Brian McVickers: So this was, this was out in front of the Columbia and the Columbia glacier is the fastest moving glacier. At least in the United States, possibly unsure about that. But that's over in Prince William Sound. You get the idea that by the time we get to this point in the trip, we were all very comfortable with risk. We were getting towards the end of the trip, we were getting closer.

Scott Brady: Two months almost, right? 

Brian McVickers: Yeah. About two months of a trip and we were getting closer to populated areas. We were getting closer to the end of the trip. So the risk factor was going down because when you're out in the Aleutians, you're completely on your own where we were at the Columbia glacier. You could be in Valdez on a [00:56:00] day and so I came up on deck. I went down to get a... we're going to do a drone flight. So I went down and got the drone ready and I came up and a couple of guys had life jackets and ice axes in their hands and they were holding their crampons. Cause they're going to put the crampons on their boots in a minute, and they're lowering the dinghy and they're three minutes away from kind of going off towards this iceberg that was floating and mind you, these are really bad ideas. Like this is stuff that you just don't do you really...

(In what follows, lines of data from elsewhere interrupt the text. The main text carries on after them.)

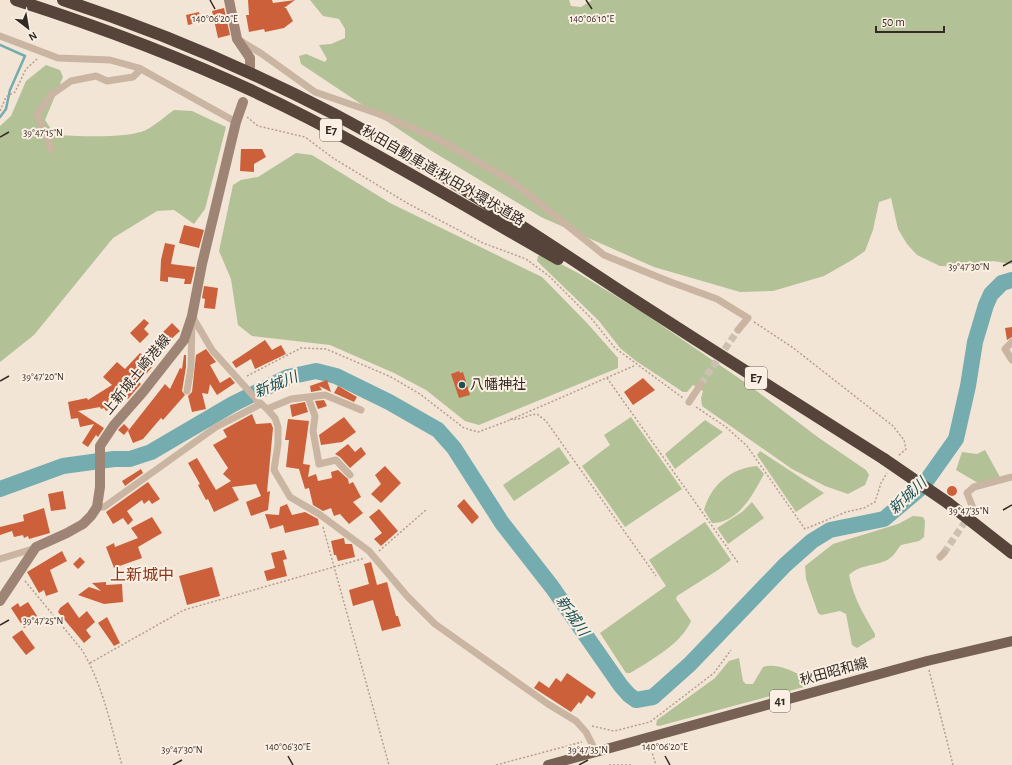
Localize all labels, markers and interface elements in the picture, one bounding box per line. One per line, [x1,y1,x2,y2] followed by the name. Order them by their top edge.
[8,8,48,48] north arrow
[876,8,944,34] scale bar
[192,14,238,24] text: 140°06'20"E
[570,14,614,24] text: 140°06'10"E
[882,16,905,28] text: 50 m
[27,29,39,43] text: N
[320,119,342,141] road number: E7
[359,122,528,228] street label: 秋田自動車道;秋田外環状道路
[23,128,63,138] text: 39°47'15"N
[948,262,990,272] text: 39°47'30"N
[100,332,173,417] street label: 上新城土崎港線
[745,367,767,389] road number: E7
[252,368,302,400] water label: 新城川
[22,372,64,382] text: 39°47'20"N
[470,377,526,392] place label: 八幡神社
[457,380,467,390] marker: 八幡神社
[886,473,931,517] water label: 新城川
[949,506,989,516] text: 39°47'35"N
[110,566,174,583] district label: 上新城中
[553,593,593,640] water label: 新城川
[23,616,63,626] text: 39°47'25"N
[798,655,870,688] street label: 秋田昭和線
[770,690,790,712] road number: 41
[265,742,311,752] text: 140°06'30"E
[642,742,688,752] text: 140°06'20"E
[161,745,203,755] text: 39°47'30"N
[568,745,608,755] text: 39°47'35"N

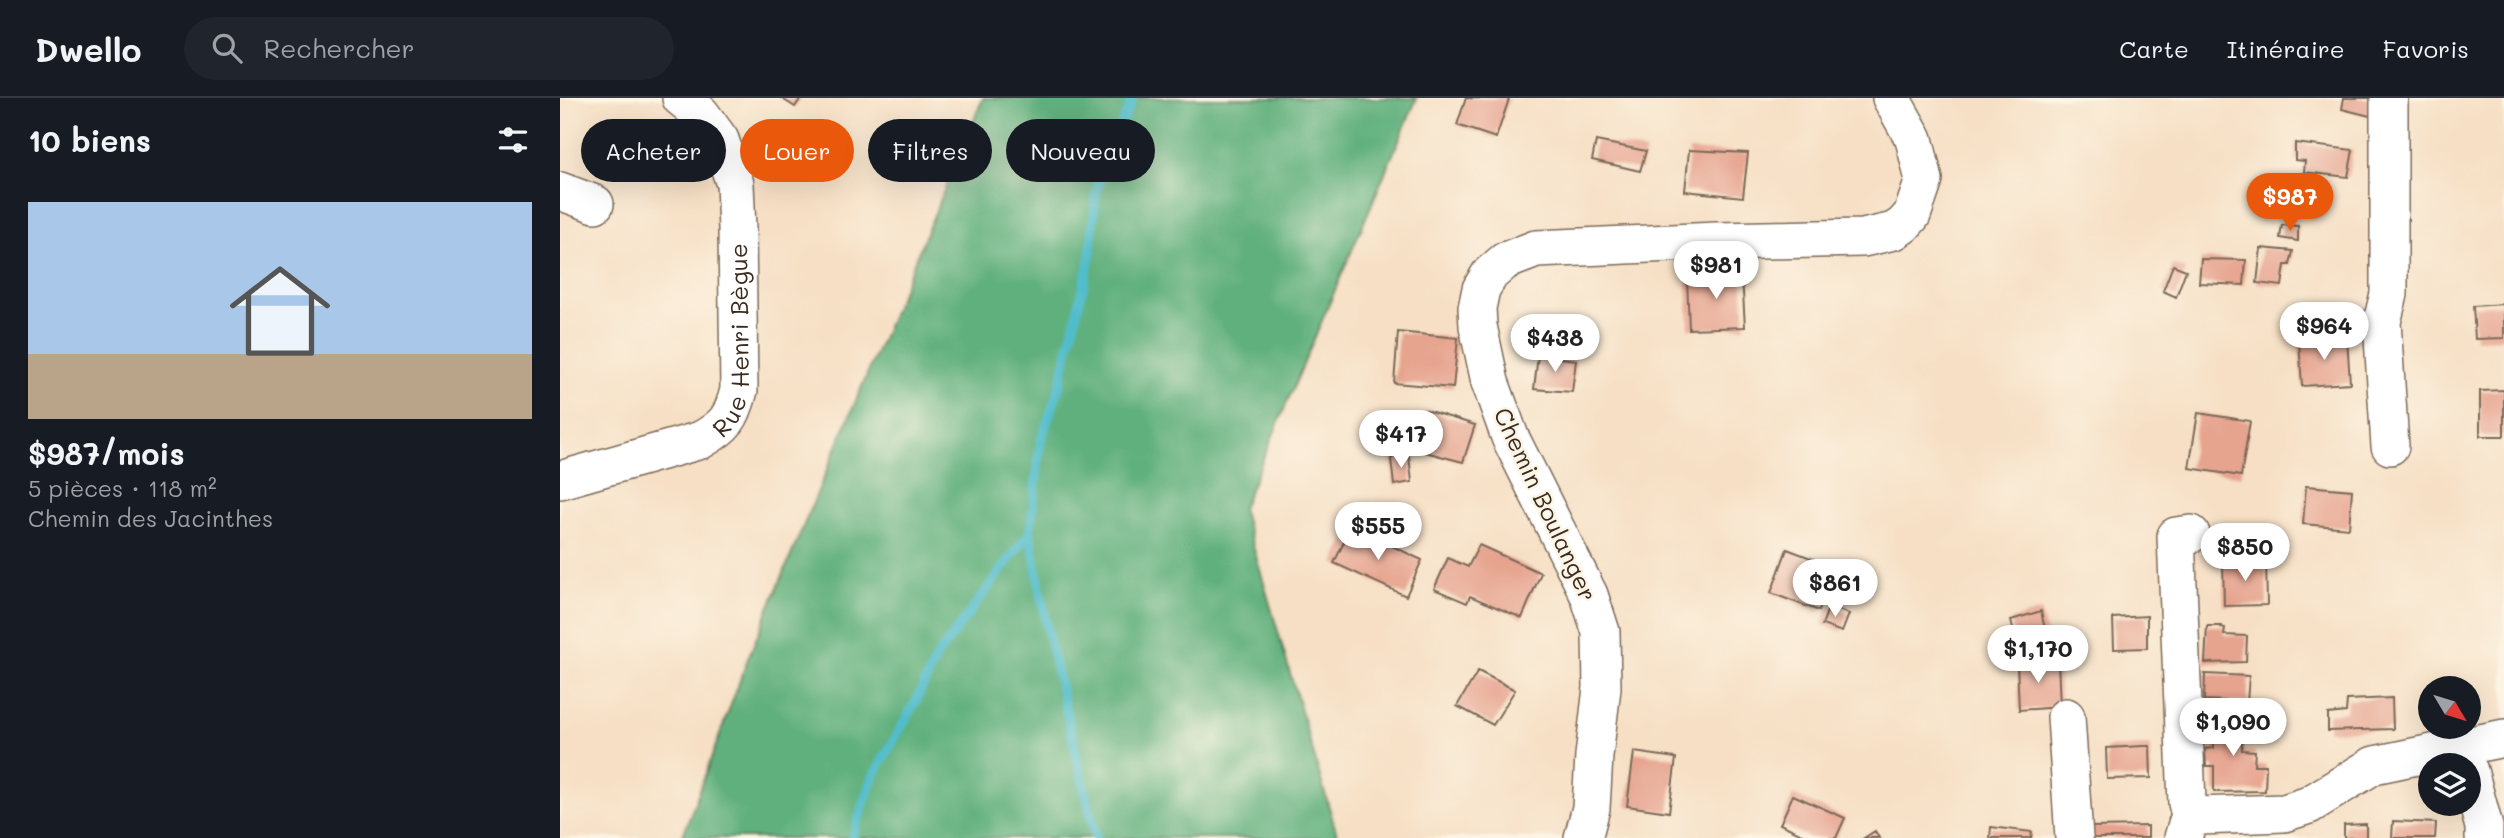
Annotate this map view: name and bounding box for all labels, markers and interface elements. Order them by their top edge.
search box [184,17,674,80]
text: Dwello [35,27,142,70]
icon: search [208,29,246,67]
text: Rechercher [264,31,415,65]
text: Carte [2119,33,2189,64]
text: Itinéraire [2227,33,2345,64]
text: Favoris [2383,33,2469,64]
chip: Acheter [581,119,726,182]
chip: Louer [740,119,854,182]
chip: Filtres [868,119,992,182]
chip: Nouveau [1006,119,1155,182]
text: 10 biens [28,120,151,160]
icon: filters [494,121,532,159]
pin: $987 [2249,174,2331,233]
text: $987 [2262,181,2318,211]
pin: $981 [1675,242,1757,301]
street label: Rue Henri Bègue [705,243,755,443]
icon: home [217,248,343,374]
text: $981 [1690,249,1742,279]
pin: $964 [2283,302,2365,362]
text: $964 [2296,310,2352,340]
pin: $438 [1514,314,1596,374]
text: $438 [1527,322,1583,352]
street label: Chemin Boulanger [1488,402,1604,606]
pin: $417 [1360,410,1442,470]
text: $417 [1375,418,1427,448]
text: $987/mois [28,433,185,473]
text: 5 pièces · 118 m² [28,473,217,503]
text: Chemin des Jacinthes [28,503,273,533]
pin: $555 [1337,503,1419,562]
text: $555 [1351,510,1405,540]
pin: $850 [2204,524,2286,583]
text: $850 [2217,531,2273,561]
pin: $861 [1794,560,1876,619]
text: $861 [1809,567,1861,597]
pin: $1,170 [1981,626,2095,685]
text: $1,170 [2003,633,2073,663]
north arrow [2418,676,2482,738]
map controls [2418,676,2481,816]
pin: $1,090 [2176,698,2290,758]
text: $1,090 [2196,706,2270,736]
button: layers [2418,753,2481,816]

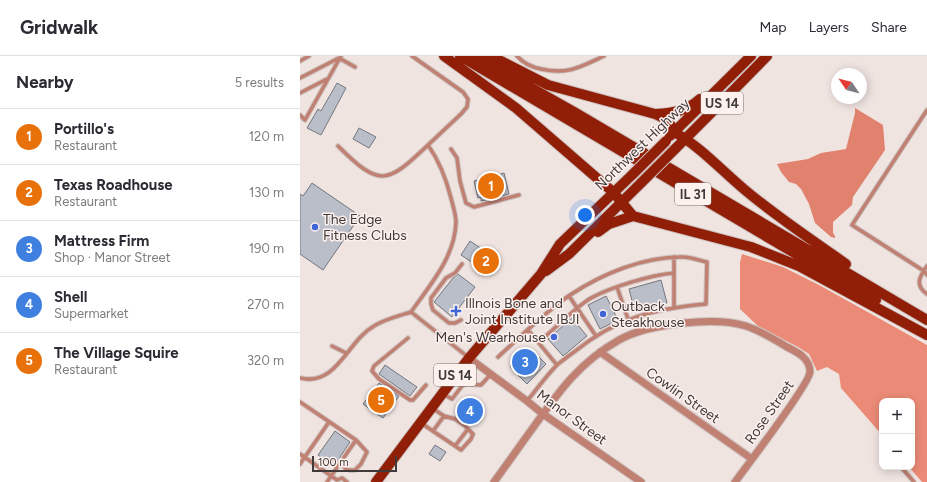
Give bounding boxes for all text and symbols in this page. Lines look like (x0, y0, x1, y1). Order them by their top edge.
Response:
text: Gridwalk (20, 16, 98, 39)
text: Map (759, 19, 787, 36)
text: Layers (809, 19, 849, 36)
text: Share (871, 19, 907, 36)
north arrow (831, 68, 867, 104)
text: Nearby (16, 72, 74, 92)
text: 5 results (235, 75, 284, 90)
road number: US 14 (701, 92, 743, 114)
street label: Northwest Highway (591, 94, 694, 194)
text: Portillo's (54, 120, 114, 138)
text: 1 (26, 129, 32, 144)
text: 120 m (249, 129, 284, 144)
text: Restaurant (54, 138, 117, 153)
pin: 1 (478, 171, 504, 201)
text: Texas Roadhouse (54, 176, 173, 194)
road number: IL 31 (675, 183, 711, 205)
text: 2 (25, 185, 33, 200)
text: 130 m (249, 185, 284, 200)
text: Restaurant (54, 194, 117, 209)
your location (575, 205, 595, 225)
place label: The Edge Fitness Clubs (323, 211, 407, 244)
marker: The Edge Fitness Clubs (310, 222, 320, 232)
text: Mattress Firm (54, 232, 149, 250)
text: 3 (25, 241, 33, 256)
text: 190 m (249, 241, 284, 256)
pin: 2 (473, 246, 499, 276)
text: Shop · Manor Street (54, 250, 171, 265)
text: Shell (54, 288, 87, 306)
place label: Illnois Bone and Joint Institute IBJI (465, 295, 580, 328)
text: 4 (25, 297, 33, 312)
text: 270 m (247, 297, 284, 312)
place label: Outback Steakhouse (611, 298, 685, 331)
marker: Illnois Bone and Joint Institute IBJI (450, 305, 462, 317)
text: Supermarket (54, 306, 129, 321)
marker: Outback Steakhouse (598, 309, 608, 319)
place label: Men's Wearhouse (436, 329, 546, 346)
marker: Men's Wearhouse (549, 332, 559, 342)
text: The Village Squire (54, 344, 179, 362)
pin: 3 (512, 347, 538, 377)
text: 5 (25, 353, 33, 368)
text: 320 m (247, 353, 284, 368)
text: Restaurant (54, 362, 117, 377)
road number: US 14 (434, 364, 476, 386)
street label: Cowlin Street (643, 364, 723, 427)
street label: Rose Street (741, 377, 798, 447)
pin: 5 (368, 385, 394, 415)
street label: Manor Street (533, 386, 610, 448)
pin: 4 (457, 396, 483, 426)
map controls (879, 398, 915, 470)
button: + (879, 398, 915, 434)
button: − (879, 434, 915, 470)
scale bar (312, 454, 397, 473)
text: 100 m (318, 456, 349, 469)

Scott Brady: If you survive them, they're great. 

Brian McVickers: They're great ideas. What a cool picture right? But they're really bad ideas and so as they were about to step into the dinghy this 15 foot section of this iceberg, just calved off and crashed into the water and it sounded like thunder and it sent a wave towards the boat and these guys, they couldn't get their life jackets off fast enough and they're like, okay, we're not doing that.

Scott Brady: Change of plans.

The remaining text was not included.